As commentators have pointed out, this probably means that the company will be throwing its support behind Wayland rather than its own Mir as a replacement for the X Window System and we can look forward to brisker progress and adoption of something most people seem to agree will be a plus for performance and security, as well as lead to less fragmentation amongst distros.

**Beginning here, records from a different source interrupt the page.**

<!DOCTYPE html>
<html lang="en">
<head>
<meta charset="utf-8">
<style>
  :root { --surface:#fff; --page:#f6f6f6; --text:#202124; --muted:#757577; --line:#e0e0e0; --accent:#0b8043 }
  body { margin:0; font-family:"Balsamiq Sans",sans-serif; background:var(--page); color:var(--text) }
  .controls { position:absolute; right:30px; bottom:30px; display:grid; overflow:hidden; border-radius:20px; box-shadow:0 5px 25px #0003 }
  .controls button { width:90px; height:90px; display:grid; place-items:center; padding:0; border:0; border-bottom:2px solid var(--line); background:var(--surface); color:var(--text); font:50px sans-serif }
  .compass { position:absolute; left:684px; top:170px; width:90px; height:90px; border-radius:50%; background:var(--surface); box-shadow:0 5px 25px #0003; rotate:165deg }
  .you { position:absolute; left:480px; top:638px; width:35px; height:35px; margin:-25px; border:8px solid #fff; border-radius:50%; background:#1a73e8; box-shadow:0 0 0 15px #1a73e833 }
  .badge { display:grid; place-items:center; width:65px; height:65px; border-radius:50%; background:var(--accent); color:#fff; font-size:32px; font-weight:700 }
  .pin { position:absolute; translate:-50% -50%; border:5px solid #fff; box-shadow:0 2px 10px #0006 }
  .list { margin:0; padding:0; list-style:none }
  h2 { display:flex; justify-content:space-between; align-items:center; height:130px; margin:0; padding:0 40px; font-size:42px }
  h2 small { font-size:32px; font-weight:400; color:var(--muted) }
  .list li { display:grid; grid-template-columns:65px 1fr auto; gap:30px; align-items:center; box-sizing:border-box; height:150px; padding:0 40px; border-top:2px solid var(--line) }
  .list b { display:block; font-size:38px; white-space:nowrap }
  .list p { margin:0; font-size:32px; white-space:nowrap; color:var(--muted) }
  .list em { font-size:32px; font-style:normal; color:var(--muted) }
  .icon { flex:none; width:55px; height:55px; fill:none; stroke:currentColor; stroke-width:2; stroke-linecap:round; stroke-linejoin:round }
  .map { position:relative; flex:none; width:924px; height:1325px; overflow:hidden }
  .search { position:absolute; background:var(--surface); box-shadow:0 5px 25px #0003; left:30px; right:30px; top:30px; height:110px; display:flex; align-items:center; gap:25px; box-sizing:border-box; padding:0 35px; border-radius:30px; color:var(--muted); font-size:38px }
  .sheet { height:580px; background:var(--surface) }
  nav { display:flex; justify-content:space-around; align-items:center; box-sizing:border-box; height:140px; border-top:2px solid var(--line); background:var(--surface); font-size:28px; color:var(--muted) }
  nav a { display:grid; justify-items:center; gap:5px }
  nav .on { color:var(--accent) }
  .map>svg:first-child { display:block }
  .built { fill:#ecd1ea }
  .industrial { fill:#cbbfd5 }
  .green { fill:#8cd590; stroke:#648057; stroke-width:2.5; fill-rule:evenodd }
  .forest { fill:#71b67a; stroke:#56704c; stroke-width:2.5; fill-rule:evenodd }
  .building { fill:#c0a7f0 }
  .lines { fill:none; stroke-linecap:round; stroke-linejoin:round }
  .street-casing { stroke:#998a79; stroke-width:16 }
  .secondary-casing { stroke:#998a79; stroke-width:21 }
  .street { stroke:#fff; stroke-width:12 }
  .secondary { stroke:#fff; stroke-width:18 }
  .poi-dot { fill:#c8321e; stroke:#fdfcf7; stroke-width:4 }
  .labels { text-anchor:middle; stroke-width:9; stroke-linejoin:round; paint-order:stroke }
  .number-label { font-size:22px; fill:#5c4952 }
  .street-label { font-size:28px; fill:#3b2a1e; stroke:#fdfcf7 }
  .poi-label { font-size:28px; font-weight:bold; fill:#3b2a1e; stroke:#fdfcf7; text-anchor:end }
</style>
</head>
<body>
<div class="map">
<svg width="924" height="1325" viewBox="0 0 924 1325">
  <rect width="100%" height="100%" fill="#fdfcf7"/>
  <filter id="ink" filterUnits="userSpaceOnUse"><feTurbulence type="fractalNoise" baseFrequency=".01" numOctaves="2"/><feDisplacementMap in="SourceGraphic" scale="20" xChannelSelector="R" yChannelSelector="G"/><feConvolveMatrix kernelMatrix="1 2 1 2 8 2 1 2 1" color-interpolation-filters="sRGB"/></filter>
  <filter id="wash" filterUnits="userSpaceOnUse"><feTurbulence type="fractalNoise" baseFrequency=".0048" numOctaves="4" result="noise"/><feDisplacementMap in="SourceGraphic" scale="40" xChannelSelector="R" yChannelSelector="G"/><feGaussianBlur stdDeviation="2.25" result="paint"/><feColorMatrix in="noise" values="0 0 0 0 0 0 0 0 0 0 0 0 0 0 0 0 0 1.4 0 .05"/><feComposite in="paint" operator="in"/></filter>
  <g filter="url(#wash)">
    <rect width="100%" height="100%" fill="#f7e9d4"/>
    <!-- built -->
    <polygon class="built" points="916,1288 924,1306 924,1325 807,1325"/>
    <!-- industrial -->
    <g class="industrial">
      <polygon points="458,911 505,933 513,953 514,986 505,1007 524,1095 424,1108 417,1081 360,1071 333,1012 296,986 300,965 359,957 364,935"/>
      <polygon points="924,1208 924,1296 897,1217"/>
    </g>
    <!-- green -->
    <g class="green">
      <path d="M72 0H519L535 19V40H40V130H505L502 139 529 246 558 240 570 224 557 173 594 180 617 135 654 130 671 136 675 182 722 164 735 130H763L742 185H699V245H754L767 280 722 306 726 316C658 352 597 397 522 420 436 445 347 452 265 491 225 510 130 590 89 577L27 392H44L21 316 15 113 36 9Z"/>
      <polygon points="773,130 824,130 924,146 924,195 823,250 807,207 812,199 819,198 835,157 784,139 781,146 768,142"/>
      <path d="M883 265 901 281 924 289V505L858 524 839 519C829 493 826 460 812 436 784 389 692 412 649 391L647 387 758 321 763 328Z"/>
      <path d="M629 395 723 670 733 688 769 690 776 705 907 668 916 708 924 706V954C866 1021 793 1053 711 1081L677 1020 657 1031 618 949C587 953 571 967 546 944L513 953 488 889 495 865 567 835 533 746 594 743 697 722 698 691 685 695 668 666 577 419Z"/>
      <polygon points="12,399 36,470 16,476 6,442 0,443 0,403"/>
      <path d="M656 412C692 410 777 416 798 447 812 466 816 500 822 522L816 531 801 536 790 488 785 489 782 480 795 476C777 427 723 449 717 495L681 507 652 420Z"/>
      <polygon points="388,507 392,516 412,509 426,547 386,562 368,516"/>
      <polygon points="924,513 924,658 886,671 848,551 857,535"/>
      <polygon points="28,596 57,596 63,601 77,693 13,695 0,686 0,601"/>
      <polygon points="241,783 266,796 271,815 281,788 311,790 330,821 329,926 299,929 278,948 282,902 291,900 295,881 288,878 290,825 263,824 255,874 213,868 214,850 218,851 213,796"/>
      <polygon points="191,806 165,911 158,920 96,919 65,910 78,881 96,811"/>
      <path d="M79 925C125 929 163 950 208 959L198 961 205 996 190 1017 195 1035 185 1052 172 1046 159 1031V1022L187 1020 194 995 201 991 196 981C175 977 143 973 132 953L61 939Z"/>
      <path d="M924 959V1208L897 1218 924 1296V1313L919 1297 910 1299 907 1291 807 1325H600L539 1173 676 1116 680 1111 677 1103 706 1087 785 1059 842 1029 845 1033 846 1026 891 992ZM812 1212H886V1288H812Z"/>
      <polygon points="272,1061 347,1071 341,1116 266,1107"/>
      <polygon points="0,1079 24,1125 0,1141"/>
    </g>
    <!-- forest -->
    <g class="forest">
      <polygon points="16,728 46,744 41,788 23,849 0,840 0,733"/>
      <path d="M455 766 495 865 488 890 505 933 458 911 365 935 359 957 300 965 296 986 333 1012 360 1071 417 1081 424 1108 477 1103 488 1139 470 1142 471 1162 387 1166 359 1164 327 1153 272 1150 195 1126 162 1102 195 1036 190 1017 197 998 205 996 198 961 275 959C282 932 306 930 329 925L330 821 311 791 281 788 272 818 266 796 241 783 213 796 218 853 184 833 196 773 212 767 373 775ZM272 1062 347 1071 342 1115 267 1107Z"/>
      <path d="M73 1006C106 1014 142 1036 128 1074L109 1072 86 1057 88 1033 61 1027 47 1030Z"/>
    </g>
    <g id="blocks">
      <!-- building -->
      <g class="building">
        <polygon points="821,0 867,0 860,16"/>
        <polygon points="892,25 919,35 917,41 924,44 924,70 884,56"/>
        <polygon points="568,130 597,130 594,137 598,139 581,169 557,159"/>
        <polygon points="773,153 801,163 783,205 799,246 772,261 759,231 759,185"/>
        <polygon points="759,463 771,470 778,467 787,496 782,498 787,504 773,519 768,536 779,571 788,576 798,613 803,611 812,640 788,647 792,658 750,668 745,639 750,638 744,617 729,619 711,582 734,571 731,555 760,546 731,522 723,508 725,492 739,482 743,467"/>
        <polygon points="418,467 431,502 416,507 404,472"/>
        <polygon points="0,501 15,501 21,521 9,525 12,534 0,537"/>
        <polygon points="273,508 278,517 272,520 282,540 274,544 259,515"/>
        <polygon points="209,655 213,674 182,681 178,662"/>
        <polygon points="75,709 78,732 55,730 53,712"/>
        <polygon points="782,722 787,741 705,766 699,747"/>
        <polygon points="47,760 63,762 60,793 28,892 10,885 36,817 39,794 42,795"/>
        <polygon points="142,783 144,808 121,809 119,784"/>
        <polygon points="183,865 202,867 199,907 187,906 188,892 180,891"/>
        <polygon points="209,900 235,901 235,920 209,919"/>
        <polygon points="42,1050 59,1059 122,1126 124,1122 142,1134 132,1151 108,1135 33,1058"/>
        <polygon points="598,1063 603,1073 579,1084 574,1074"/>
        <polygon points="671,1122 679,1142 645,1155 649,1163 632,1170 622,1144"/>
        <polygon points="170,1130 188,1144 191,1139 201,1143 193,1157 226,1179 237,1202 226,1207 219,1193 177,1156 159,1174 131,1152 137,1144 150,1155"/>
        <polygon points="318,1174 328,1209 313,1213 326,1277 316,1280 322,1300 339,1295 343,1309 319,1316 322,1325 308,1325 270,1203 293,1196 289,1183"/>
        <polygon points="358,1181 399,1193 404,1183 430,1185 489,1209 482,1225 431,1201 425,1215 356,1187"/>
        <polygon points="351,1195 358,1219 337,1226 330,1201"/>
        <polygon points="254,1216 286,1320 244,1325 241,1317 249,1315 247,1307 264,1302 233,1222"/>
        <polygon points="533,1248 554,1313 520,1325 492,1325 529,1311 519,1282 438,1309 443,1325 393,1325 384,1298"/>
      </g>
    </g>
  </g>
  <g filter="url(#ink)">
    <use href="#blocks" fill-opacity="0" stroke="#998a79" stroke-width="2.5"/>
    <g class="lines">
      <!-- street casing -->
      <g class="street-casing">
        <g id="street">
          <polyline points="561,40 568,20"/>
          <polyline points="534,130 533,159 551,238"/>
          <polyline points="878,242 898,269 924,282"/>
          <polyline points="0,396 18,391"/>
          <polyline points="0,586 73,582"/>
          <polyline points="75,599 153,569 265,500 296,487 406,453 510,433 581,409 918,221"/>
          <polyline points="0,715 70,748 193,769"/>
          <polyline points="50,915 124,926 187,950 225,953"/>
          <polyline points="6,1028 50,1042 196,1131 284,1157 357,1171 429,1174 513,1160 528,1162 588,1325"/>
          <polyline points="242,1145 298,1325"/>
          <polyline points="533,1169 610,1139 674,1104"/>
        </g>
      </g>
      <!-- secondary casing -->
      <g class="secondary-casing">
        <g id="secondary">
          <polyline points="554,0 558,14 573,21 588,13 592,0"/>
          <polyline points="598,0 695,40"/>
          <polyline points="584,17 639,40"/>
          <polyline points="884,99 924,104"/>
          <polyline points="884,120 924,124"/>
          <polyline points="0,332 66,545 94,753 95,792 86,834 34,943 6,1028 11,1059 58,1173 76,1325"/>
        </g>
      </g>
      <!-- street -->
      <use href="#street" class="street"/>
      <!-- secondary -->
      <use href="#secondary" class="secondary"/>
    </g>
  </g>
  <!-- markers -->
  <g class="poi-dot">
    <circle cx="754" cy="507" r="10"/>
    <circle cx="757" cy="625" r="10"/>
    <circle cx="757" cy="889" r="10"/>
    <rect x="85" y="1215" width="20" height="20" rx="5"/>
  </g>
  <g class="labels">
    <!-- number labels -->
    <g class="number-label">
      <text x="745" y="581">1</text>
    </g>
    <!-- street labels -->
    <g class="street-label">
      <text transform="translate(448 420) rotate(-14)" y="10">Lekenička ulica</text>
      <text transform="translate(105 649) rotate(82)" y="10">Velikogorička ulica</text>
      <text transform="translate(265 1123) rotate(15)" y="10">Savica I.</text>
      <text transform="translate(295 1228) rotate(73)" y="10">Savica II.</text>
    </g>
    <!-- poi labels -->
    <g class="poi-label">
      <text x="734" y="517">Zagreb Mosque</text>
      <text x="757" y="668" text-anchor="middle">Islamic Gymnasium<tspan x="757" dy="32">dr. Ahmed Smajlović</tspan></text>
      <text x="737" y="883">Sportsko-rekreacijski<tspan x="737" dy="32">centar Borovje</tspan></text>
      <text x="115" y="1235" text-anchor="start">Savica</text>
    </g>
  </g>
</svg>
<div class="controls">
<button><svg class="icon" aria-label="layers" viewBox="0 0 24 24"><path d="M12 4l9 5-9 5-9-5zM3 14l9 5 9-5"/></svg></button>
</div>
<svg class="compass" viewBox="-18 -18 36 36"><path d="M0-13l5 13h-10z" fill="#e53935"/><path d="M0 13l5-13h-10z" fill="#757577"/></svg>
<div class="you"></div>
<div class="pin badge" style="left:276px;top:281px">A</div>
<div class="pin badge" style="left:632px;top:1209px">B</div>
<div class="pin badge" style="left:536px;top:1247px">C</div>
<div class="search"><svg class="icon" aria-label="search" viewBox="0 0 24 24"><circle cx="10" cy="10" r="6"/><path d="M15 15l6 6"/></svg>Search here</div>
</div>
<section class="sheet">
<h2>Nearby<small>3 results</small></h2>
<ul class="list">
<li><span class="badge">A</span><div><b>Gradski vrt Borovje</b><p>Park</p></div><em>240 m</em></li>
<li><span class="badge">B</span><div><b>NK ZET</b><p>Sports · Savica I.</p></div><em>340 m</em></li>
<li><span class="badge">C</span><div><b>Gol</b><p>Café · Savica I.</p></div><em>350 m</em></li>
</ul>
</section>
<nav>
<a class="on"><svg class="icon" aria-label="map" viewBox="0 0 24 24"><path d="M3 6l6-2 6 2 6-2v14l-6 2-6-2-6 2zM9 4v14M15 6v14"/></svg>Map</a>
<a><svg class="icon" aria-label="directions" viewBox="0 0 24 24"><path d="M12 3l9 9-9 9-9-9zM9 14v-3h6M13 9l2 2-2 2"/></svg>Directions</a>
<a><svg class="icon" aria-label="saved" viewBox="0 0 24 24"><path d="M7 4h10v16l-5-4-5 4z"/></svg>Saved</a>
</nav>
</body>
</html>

So at some point, probably before next year when it's due to become the default, I'll try the existing Ubuntu Gnome distro and see what it's like with the Gnome Classic settings enabled:

https://betanews.com/2017/03/22/gnome-3-24-linux/
https://access.redhat.com/documentation/en-US/Red_Hat_Enterprise_Linux/7/html/Desktop_Migration_and_Administration_Guide/what-is-gnome-classic.html

What other implications this has for Canonical remains to be seen, but focusing on things people want (i.e. largely not convergence devices, and their server/container business) is likely an overall positive although it probably isn't the best of working environments at the moment:

https://www.theregister.co.uk/2017/04/12/80_canonical_staff_face_chop/

Anyway, apart from that I can mention:

- That Chrome/Chromium got the font size in menus and tabs fixed. Bad Google for breaking it in the first place.

- That disabling smart quotes in LibreOffice Writer is under Tools > Autocorrect > Autocorrect Options > Localized Options.

- The correct way to rename TrueCrypt volumes, which like other partitions requires they not be mounted -- so first "mount" them in TC, then use Gnome Disks (or another method) to umount the /dev/mapper/truecryptN path, change the label, then mount them again.

- A way to safely reboot and do everything possible to prevent data loss (i.e. make sure that buffered data is written to disk) if the OS locks up:

https://en.wikipedia.org/wiki/Magic_SysRq_key#Uses

Alt + SysRq + (in sequence, Reboot Even If System Utterly Broken)

Which in order will rescue the keyboard, close software, kill software, sync data to storage, unmount storage, and reboot. Haven't had to use it yet, but nice to know it exists.

- That on one of the the very rare occasions resuming from user mode hibernation ended up at a blank screen, I solved it by a previously mentioned trick of hitting Ctrl-Alt-F1 to go to the console then Ctrl-Alt-F7 to switch to the desktop environment. And then made sure everything was saved and did a clean reboot, because it seems to be session related and I'm pretty lax about installing updates that want a restart and then forgetting to for days.

But this is really just a placeholder blog entry. I wrote quite a bit (for me) last month on other subjects, though, so no biggie. Besides keeping a diary of system setup and changes, I'm just trying to get back into the habit of writing stuff that isn't reports or emails so quick-fire blog entries are happening as and when I feel like it.